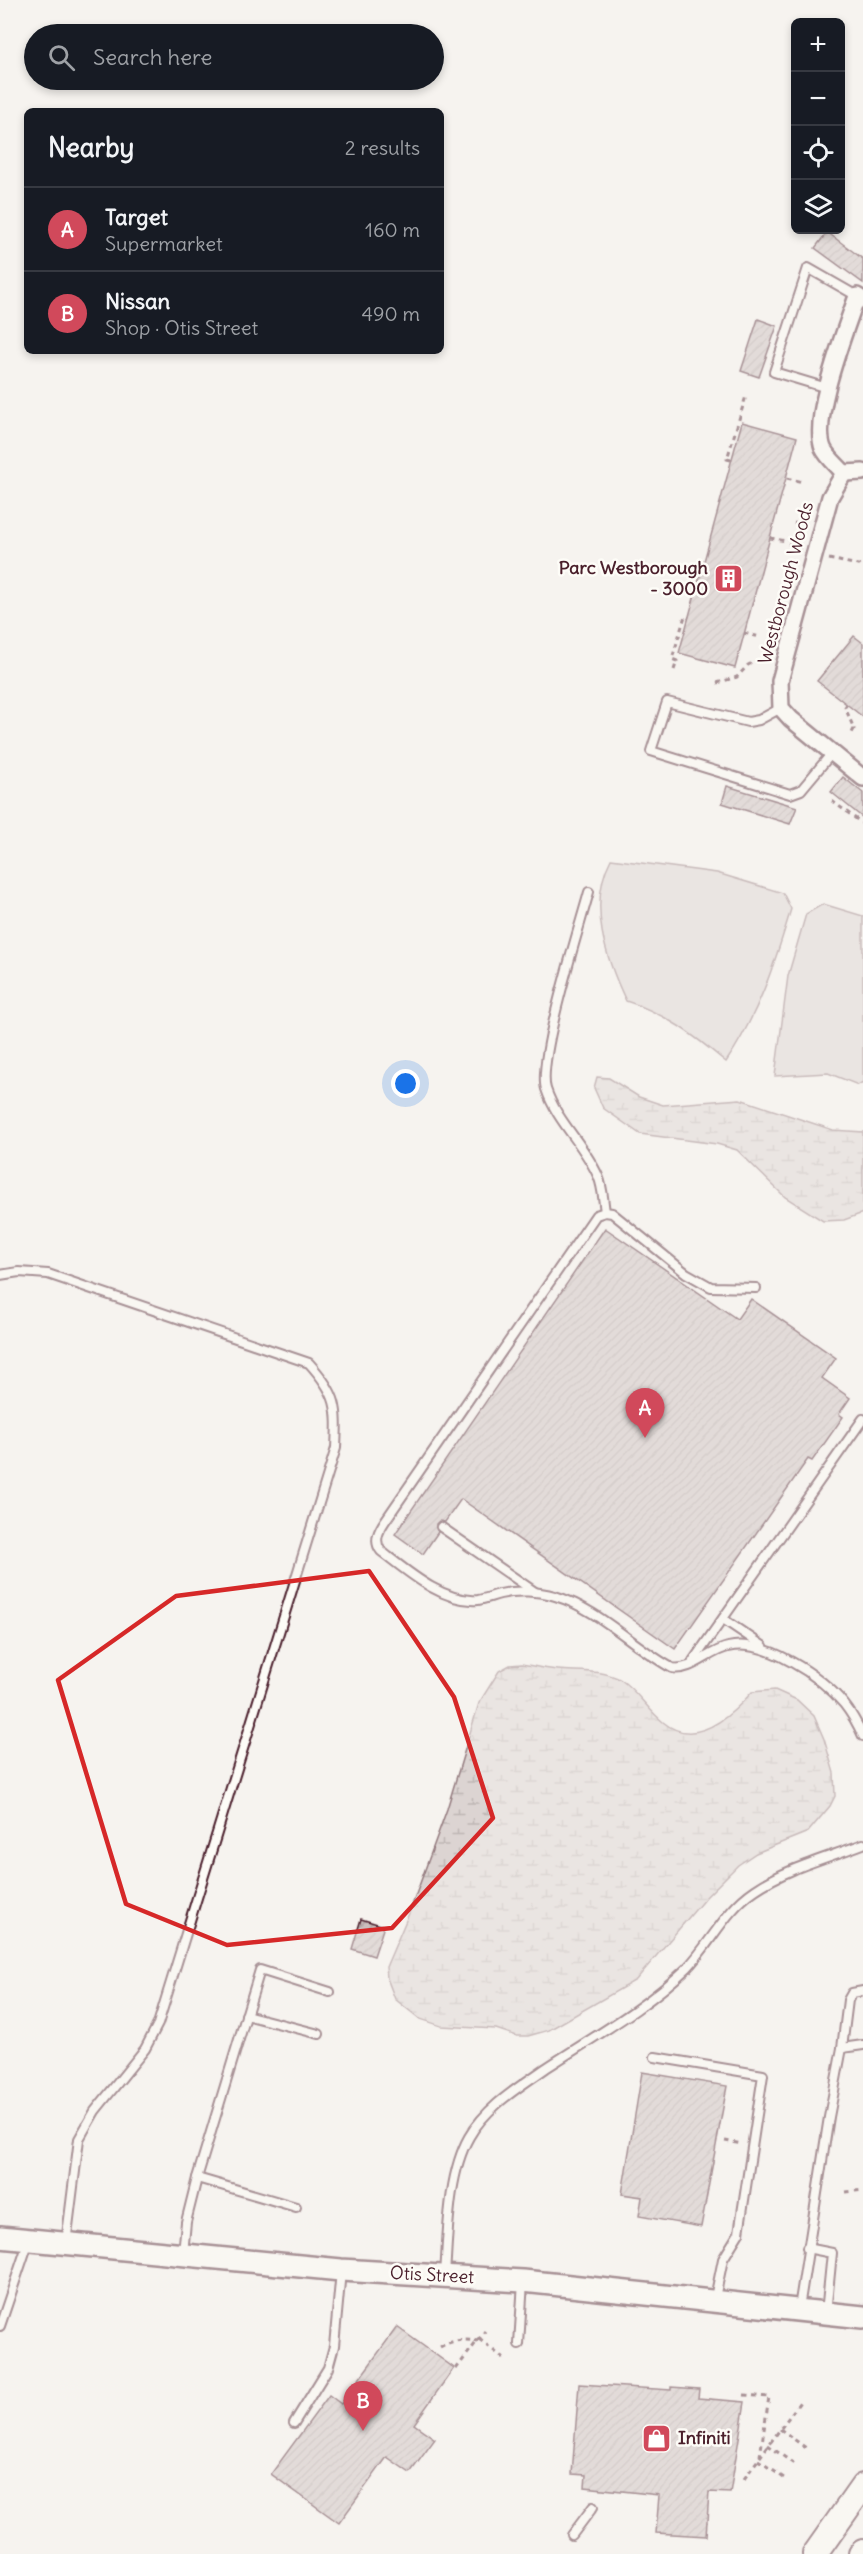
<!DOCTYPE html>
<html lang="en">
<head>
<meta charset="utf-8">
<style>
	:root { --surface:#171b24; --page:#242831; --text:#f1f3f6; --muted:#9ea1a6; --line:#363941; --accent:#d1495b }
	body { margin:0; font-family:Delius,sans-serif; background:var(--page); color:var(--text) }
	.controls { position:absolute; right:18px; top:18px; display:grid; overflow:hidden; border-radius:9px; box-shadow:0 3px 9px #0003 }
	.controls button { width:54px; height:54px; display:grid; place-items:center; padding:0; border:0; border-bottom:2px solid var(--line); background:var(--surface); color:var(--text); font:30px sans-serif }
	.you { position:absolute; left:406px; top:1084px; width:21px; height:21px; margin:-15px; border:4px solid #fff; border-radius:50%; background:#1a73e8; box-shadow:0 0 0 9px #1a73e833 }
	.badge { display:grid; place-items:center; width:39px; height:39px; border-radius:50%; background:var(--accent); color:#fff; font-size:20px; font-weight:700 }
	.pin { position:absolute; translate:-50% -50px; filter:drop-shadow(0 2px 3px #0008) }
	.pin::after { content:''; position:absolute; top:32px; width:21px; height:18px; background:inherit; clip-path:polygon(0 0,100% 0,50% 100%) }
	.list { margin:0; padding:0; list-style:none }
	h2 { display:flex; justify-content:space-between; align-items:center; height:78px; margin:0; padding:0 24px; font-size:26px }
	h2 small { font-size:20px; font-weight:400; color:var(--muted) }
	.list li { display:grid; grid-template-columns:39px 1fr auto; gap:18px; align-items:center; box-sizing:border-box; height:84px; padding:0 24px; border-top:2px solid var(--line) }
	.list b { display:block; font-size:22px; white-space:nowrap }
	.list p { margin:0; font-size:20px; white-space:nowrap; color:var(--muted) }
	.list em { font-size:20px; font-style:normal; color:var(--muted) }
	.icon { flex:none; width:33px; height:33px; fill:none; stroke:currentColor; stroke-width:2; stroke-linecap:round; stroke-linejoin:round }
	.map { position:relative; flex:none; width:863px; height:2554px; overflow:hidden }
	.search { position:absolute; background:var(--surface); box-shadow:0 3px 9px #0003; left:24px; top:24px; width:420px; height:66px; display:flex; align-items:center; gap:15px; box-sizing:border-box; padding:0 21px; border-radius:33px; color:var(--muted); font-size:22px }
	.panel { position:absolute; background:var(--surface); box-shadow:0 3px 9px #0003; left:24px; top:108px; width:420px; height:246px; border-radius:9px }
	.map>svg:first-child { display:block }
</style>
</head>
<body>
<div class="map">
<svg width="863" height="2554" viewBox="0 0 863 2554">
	<defs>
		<pattern id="wetland-marsh" width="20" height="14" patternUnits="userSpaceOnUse" patternTransform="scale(1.5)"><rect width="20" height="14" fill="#dcd4d2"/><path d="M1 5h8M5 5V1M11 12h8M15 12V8" fill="none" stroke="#beb6b4"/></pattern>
		<pattern id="building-hatch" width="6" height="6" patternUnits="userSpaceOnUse" patternTransform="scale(1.5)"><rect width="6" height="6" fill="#cbbfbe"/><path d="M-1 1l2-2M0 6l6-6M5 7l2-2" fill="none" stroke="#b0a4a3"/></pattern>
	</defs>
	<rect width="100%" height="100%" fill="#f6f3ef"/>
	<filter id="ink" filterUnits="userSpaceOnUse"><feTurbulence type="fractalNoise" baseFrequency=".0167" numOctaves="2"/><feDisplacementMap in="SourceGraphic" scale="12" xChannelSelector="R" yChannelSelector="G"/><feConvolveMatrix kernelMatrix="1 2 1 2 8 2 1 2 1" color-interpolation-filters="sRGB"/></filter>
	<g filter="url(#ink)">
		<!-- wetland -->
		<g fill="url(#wetland-marsh)" stroke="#937a7e" stroke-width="1.5">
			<polygon points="597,1077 609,1078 639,1097 663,1105 740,1099 833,1130 863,1132 863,1213 844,1220 823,1221 785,1197 737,1150 717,1144 640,1134 603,1108 594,1088"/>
			<path d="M522 1664C534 1666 546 1669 558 1670 578 1672 602 1669 621 1680 637 1691 648 1710 663 1722 695 1749 731 1716 752 1692L775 1690 797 1700 814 1716 824 1739 834 1773 835 1796 830 1806 808 1832 756 1853 738 1865 706 1897 636 1980 549 2030 528 2036H517L496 2029 441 2026 420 2019 395 1999 387 1978 386 1967 410 1911 447 1809 479 1703 499 1671 510 1665Z"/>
		</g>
		<!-- pitch -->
		<g fill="#dcd4d2" stroke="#937a7e" stroke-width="1.5">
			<path d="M611 859 717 873 783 893 791 909C775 963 758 1015 726 1062 695 1036 665 1013 626 1001 606 959 587 904 611 859Z"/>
			<polygon points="823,904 863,916 863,1082 858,1085 828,1073 775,1076 788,976 806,914"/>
		</g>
		<!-- building -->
		<g fill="url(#building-hatch)" stroke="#4a1f2b" stroke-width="1.5">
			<polygon points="827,232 863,259 863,283 815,248"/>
			<polygon points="758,319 777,326 759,377 741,371"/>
			<polygon points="742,422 797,437 735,668 679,653"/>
			<polygon points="854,636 863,643 863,717 817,681"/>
			<polygon points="843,777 863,793 863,818 831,792"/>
			<polygon points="727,786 797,807 790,824 722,803"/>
			<polygon points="605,1228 737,1319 751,1299 836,1358 822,1378 850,1398 839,1414 843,1417 812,1461 808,1459 675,1649 461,1499 445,1522 439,1521 436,1524 438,1532 423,1554 395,1534"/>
			<polygon points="361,1919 384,1926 374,1956 352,1949"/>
			<polygon points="642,2072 727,2086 701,2227 639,2216 642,2197 622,2194"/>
			<polygon points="397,2327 454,2368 414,2424 435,2439 410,2473 387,2457 339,2523 271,2474 329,2395 341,2404"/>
			<polygon points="579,2384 671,2390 671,2387 699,2389 698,2398 745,2402 730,2493 709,2492 706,2536 656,2533 659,2495 585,2487 586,2475 572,2474"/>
		</g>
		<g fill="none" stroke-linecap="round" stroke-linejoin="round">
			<defs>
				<g id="service">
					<polyline points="827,388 774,372 808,268 857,296"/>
					<polyline points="781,708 759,720 748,722 667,702 651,751 790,794 801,790 832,753"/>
					<path d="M589 892C579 929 537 1060 546 1089 557 1122 584 1144 598 1176 603 1187 603 1199 605 1212"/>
					<path d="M0 1275 19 1272 48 1274 309 1363C338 1395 338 1407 336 1448L158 2024 145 2049 95 2111 79 2139 66 2243"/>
					<path d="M756 1288 711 1287 686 1273 612 1213 605 1212 596 1215 385 1521C379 1530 373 1541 381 1551 407 1571 443 1603 478 1600 485 1599 492 1596 500 1594 517 1590 538 1591 555 1596 599 1609 632 1646 672 1668 691 1672 709 1651 728 1647 765 1638 821 1676 844 1704 852 1714 858 1725 863 1736"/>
					<polyline points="441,1527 535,1592"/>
					<polyline points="723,1619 763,1646"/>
					<polyline points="693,1661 863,1419"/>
					<polyline points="246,2015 319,2034"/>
					<polyline points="842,2048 863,2045"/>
					<polyline points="655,2057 763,2075 739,2233 723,2259 715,2298"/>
					<polyline points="197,2178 260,1970 330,1992"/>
					<polyline points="807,2248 832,2253 826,2313"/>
					<polyline points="183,2254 186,2222 197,2178 296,2207"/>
					<path d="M445 2275C448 2233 448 2174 469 2137 487 2106 518 2088 546 2068 593 2037 646 2008 687 1968 711 1943 725 1910 755 1890 787 1868 827 1858 863 1844"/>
					<polyline points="799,2308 829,2117 842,2048 848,2000 852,1993 863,1991"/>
					<polyline points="0,2326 28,2243"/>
					<polyline points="519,2344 523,2282"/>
					<polyline points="294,2423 328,2368 334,2346 341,2271"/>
					<polyline points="572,2535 593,2507"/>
				</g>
				<g id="minor">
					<path d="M863 300 857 296C846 329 811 416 823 448 827 457 837 465 844 473L830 497 780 681 781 708 791 719 863 778"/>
					<polyline points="844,473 863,472"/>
				</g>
				<polyline id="secondary" points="0,2237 341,2270 523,2281 863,2317"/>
				<g id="trunk">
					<polyline points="815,2554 863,2486"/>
					<polyline points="861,2554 863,2552"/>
				</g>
			</defs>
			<!-- service casing -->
			<use href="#service" stroke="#4a1f2b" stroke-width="12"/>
			<!-- minor casing -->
			<use href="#minor" stroke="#4a1f2b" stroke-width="20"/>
			<!-- secondary casing -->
			<use href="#secondary" stroke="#4a1f2b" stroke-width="26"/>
			<!-- trunk casing -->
			<use href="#trunk" stroke="#4a1f2b" stroke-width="28"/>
			<!-- path -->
			<g stroke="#4a1f2b" stroke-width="3" stroke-dasharray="4.5 4.5" stroke-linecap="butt">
				<polyline points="731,460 727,459 746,396"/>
				<polyline points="787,478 803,482"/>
				<polyline points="794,523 806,526"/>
				<polyline points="770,538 786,541"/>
				<polyline points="788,544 801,547"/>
				<polyline points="829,559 863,566"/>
				<polyline points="744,633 760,637"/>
				<polyline points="674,670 677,661 672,659 685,616 689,618"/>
				<polyline points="717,683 737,677 748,665 754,662"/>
				<polyline points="847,704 845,707 854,729 852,733"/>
				<polyline points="832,801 863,824"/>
				<polyline points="725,2141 742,2144"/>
				<polyline points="846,2192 863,2190"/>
				<polyline points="479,2339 507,2361"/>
				<path d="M440 2347C452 2340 463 2339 478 2341"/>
				<polyline points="456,2369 485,2331"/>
				<polyline points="744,2395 769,2397 760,2456"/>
				<polyline points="780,2429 806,2448"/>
				<polyline points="768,2445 794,2464"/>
				<polyline points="758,2460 784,2478"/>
				<polyline points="744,2479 802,2399"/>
			</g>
			<!-- service -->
			<use href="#service" stroke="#fdfcf7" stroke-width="8"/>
			<!-- minor -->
			<use href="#minor" stroke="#fdfcf7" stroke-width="15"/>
			<!-- secondary -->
			<use href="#secondary" stroke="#fdfcf7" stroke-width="21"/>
			<!-- trunk -->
			<use href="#trunk" stroke="#fdfcf7" stroke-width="24"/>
		</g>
	</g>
	<!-- marked area -->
	<path d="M0 0H863V2554H0ZM369 1571 454 1697 493 1818 392 1928 227 1945 126 1904 58 1680 176 1596Z" fill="#f6f3ef" fill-opacity=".55" fill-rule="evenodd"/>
	<path fill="none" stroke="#d62828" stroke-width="4.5" stroke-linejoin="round" d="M369 1571 454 1697 493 1818 392 1928 227 1945 126 1904 58 1680 176 1596Z"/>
	<!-- icons -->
	<defs>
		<symbol id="building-square" viewBox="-11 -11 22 22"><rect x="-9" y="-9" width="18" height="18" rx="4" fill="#d1495b" stroke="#fdfcf7"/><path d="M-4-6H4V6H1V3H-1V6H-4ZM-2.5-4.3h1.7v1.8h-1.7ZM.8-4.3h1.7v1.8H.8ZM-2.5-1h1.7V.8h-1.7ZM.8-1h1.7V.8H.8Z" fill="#fff"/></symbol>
		<symbol id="shop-square" viewBox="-11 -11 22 22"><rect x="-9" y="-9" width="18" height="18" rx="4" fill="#d1495b" stroke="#fdfcf7"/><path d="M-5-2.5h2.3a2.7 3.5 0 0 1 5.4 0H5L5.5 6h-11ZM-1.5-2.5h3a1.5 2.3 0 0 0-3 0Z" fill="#fff"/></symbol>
	</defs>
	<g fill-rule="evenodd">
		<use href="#building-square" x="712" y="562" width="33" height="33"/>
		<use href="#shop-square" x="640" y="2422" width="33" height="33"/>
	</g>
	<g text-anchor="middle" stroke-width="5" stroke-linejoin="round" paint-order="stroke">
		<!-- poi labels -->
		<g font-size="18" font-weight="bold" fill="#4a1f2b" stroke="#fdfcf7" text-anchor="end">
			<text x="708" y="574">Parc Westborough<tspan x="708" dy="21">- 3000</tspan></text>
			<text x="678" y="2444" text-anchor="start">Infiniti</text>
		</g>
		<!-- street labels -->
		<g font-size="18" fill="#4a1f2b" stroke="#fdfcf7">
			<text transform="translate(786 583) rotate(-75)" y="6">Westborough Woods</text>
			<text transform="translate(432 2275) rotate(3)" y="6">Otis Street</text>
		</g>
	</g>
</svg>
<div class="controls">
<button>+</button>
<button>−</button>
<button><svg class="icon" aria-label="locate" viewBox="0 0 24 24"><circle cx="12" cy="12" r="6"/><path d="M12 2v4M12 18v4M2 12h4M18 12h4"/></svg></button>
<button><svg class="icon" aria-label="layers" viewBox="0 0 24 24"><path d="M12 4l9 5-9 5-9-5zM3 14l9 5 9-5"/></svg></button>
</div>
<div class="you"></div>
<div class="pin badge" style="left:645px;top:1438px">A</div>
<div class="pin badge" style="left:363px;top:2431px">B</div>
<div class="search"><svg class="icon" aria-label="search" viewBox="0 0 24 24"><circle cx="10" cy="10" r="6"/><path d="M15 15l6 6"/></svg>Search here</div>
<section class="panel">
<h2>Nearby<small>2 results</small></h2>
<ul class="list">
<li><span class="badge">A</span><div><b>Target</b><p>Supermarket</p></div><em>160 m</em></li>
<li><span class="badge">B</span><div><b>Nissan</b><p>Shop · Otis Street</p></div><em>490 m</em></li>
</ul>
</section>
</div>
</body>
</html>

- Work required
Go through the material above and output exactly the lines from the one containing "display:grid; grid-template-columns:39px 1fr" through the one containing "font-size:20px; font-style:normal; color:var(--muted)".

- Task solution
	.list li { display:grid; grid-template-columns:39px 1fr auto; gap:18px; align-items:center; box-sizing:border-box; height:84px; padding:0 24px; border-top:2px solid var(--line) }
	.list b { display:block; font-size:22px; white-space:nowrap }
	.list p { margin:0; font-size:20px; white-space:nowrap; color:var(--muted) }
	.list em { font-size:20px; font-style:normal; color:var(--muted) }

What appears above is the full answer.